[Chapter XLI]. The Last Of The Kinlays.

Thora Quendale--as I must now call my young girl friend--returned that evening to her old home at Crua Breck. We walked together that far over the hardened snow; and many were the questions she asked me concerning all that I had seen and learnt of her dead father. What was he like? Was he tall, and great, and noble as she imagined him? What was the colour of his hair? How old did I think he was? And did I suppose he had suffered much in that dreadful ice prison in the far north?

To all of which I answered as best I could, with my very slight knowledge of the facts she was so much interested in. O, if I had only known who that passenger was that lay dead in the captain's room! I could perhaps have discovered more about him before the ship went down.

As we walked side by side across the white moorland, my companion looked again and again at the glittering ring on her finger.

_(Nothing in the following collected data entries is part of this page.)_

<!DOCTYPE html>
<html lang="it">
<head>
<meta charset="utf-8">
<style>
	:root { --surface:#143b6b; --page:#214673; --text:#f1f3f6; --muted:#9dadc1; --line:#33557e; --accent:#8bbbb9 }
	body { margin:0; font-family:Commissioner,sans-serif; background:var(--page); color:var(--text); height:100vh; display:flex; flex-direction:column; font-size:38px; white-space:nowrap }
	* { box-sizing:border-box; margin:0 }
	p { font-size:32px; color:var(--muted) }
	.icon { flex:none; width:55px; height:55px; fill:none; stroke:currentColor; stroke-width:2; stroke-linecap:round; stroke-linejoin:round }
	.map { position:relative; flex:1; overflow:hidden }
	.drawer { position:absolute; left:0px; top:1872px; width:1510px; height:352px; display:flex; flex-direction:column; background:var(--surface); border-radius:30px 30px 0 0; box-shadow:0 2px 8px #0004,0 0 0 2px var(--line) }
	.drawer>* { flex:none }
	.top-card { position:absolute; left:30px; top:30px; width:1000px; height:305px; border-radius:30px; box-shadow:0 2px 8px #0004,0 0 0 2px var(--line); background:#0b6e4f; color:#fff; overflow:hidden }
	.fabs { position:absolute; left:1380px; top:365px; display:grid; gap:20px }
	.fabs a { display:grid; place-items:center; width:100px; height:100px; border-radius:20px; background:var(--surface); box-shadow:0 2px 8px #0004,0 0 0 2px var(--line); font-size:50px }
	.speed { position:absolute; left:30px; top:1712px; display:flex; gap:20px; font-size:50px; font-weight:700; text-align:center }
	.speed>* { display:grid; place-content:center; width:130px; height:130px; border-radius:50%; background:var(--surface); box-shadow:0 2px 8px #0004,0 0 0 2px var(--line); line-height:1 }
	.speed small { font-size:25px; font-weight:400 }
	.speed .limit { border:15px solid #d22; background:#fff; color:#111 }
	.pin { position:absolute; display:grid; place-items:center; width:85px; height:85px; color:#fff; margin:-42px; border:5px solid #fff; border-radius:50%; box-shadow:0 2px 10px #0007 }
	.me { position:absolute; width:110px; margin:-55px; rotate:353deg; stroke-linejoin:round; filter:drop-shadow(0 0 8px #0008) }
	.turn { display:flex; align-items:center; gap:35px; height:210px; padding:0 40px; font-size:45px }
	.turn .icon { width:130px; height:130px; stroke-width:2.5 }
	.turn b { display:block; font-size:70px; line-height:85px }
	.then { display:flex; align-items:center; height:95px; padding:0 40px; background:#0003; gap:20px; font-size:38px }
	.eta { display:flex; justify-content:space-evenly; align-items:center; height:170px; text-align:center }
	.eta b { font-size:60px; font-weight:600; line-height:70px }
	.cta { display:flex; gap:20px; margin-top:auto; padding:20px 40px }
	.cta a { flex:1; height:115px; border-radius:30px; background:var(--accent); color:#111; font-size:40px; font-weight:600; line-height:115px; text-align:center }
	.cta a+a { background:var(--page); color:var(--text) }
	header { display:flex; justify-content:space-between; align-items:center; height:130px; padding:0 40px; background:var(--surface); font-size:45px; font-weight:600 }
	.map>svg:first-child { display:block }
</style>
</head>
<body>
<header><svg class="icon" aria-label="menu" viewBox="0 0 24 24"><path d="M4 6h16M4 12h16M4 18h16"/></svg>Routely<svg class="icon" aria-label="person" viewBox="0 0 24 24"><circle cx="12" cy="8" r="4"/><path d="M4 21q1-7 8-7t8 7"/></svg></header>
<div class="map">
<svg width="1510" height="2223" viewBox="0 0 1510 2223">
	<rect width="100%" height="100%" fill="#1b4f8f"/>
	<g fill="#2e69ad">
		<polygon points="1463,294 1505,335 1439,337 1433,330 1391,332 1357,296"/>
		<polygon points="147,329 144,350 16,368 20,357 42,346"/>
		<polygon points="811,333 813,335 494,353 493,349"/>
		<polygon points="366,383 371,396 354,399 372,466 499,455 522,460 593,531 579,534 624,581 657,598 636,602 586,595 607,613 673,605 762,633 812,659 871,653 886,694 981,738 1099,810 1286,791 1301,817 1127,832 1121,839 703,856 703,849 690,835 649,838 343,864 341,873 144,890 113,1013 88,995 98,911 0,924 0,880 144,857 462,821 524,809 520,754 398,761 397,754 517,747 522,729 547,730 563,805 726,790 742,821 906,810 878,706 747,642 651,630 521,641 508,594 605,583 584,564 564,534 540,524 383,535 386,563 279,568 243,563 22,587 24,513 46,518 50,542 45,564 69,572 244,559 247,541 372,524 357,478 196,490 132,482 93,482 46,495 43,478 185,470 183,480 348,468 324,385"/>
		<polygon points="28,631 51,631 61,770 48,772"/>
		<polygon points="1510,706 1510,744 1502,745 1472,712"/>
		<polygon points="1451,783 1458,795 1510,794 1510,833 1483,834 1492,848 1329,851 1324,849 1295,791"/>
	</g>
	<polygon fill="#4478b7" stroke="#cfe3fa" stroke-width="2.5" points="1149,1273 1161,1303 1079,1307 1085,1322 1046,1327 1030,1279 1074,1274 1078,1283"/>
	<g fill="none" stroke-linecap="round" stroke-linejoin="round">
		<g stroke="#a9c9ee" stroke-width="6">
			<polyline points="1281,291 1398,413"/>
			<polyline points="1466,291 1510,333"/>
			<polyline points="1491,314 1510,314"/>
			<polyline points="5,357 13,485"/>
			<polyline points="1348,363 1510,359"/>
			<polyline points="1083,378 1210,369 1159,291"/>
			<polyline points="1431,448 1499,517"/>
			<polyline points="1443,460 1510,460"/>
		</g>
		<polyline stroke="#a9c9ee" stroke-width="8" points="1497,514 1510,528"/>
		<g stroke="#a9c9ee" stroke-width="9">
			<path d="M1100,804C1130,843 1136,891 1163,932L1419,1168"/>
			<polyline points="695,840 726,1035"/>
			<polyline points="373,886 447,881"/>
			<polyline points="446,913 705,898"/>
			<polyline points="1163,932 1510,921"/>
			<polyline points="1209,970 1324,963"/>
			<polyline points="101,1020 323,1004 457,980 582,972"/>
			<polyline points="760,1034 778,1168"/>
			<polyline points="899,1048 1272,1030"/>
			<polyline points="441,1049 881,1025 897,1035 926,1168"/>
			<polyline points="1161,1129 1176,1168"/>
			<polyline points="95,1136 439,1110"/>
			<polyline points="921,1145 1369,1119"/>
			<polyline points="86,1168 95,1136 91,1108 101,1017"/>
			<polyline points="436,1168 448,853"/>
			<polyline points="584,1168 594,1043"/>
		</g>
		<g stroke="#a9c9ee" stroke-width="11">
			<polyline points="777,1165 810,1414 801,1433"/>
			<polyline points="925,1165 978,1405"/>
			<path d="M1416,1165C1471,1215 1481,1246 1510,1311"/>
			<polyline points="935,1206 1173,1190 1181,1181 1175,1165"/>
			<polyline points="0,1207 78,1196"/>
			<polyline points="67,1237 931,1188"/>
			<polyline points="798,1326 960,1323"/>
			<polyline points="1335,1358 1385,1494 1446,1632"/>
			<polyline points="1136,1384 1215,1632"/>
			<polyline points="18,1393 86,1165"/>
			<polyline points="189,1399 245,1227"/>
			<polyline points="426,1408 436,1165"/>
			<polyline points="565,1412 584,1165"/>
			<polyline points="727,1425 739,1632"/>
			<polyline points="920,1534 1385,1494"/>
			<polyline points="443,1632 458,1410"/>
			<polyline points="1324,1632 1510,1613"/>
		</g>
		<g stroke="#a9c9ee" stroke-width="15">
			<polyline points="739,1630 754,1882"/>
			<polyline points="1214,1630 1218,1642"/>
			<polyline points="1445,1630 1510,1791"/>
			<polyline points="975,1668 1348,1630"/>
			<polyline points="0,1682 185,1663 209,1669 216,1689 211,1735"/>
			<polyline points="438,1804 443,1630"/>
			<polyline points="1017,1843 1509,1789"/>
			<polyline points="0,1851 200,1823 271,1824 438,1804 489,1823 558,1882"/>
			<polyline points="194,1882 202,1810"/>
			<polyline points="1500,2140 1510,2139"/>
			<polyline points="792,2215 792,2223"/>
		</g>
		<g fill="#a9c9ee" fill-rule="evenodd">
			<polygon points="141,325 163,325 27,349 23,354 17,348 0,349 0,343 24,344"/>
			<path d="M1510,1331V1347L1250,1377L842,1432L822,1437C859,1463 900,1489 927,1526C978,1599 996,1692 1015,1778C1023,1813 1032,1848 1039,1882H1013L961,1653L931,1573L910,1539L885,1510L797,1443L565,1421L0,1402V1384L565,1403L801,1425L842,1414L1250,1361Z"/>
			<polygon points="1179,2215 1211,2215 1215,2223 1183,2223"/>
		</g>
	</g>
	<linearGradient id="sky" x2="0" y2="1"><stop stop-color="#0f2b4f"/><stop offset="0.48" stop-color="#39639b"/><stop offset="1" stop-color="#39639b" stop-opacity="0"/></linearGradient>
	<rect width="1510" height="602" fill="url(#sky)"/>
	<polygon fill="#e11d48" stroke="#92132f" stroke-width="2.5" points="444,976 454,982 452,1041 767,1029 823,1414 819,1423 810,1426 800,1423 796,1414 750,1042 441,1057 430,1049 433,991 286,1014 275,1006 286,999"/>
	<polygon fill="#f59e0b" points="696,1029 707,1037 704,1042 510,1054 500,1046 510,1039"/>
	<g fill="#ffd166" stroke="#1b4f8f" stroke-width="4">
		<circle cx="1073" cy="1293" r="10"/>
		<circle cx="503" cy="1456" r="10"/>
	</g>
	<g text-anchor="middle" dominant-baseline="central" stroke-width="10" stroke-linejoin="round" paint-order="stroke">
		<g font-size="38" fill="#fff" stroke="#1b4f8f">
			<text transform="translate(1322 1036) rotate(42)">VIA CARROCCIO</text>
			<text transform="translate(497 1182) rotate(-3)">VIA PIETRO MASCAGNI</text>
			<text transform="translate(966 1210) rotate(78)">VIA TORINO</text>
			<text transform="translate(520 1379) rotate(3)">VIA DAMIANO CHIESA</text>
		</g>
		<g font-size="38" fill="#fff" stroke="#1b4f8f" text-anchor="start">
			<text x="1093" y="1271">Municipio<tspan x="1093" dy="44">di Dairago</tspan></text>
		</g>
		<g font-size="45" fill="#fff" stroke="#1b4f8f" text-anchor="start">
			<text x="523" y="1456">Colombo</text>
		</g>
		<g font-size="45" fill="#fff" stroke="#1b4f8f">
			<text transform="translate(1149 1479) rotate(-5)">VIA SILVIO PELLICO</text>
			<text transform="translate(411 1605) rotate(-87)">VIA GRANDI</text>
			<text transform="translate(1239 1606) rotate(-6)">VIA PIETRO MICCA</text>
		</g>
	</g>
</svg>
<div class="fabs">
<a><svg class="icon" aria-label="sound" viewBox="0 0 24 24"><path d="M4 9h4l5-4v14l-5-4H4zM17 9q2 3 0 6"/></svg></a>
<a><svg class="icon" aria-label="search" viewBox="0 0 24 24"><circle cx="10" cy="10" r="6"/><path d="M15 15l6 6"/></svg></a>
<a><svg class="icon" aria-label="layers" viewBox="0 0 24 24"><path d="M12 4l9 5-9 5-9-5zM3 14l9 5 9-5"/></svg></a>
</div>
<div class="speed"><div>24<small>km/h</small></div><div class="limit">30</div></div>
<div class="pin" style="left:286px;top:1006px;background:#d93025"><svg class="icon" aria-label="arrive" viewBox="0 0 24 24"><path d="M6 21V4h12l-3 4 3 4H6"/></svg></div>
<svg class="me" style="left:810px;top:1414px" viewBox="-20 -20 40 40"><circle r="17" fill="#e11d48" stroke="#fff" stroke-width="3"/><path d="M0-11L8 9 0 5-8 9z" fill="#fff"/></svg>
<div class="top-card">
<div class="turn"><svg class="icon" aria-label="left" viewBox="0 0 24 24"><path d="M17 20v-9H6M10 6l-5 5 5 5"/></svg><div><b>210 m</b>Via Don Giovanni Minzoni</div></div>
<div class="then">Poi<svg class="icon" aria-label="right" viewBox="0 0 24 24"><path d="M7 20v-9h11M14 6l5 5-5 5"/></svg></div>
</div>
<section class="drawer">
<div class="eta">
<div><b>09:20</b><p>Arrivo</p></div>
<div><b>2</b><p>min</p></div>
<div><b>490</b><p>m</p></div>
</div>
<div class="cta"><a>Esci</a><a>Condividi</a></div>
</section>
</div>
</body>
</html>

"I am glad," I said, "that I happened to bring the ring away with me."

She sighed.

"I'd rather you had brought my mother's picture. That would have been more to me than anything else."

"Alas!" I said. "But I did not know then that it was the picture of your mother, Thora; and I thought it would be wrong to take it from his hand. For it was perhaps the only thing he had to look upon in those weary long days in the ice prison that could remind him of his happier times. I think it must have been the last thing his eyes rested upon while his life lingered."

"Maybe you're right, Halcro," said she; "but I'd like to have seen the picture.

"Tell me," she continued, "d'ye know where my mother's grave is?"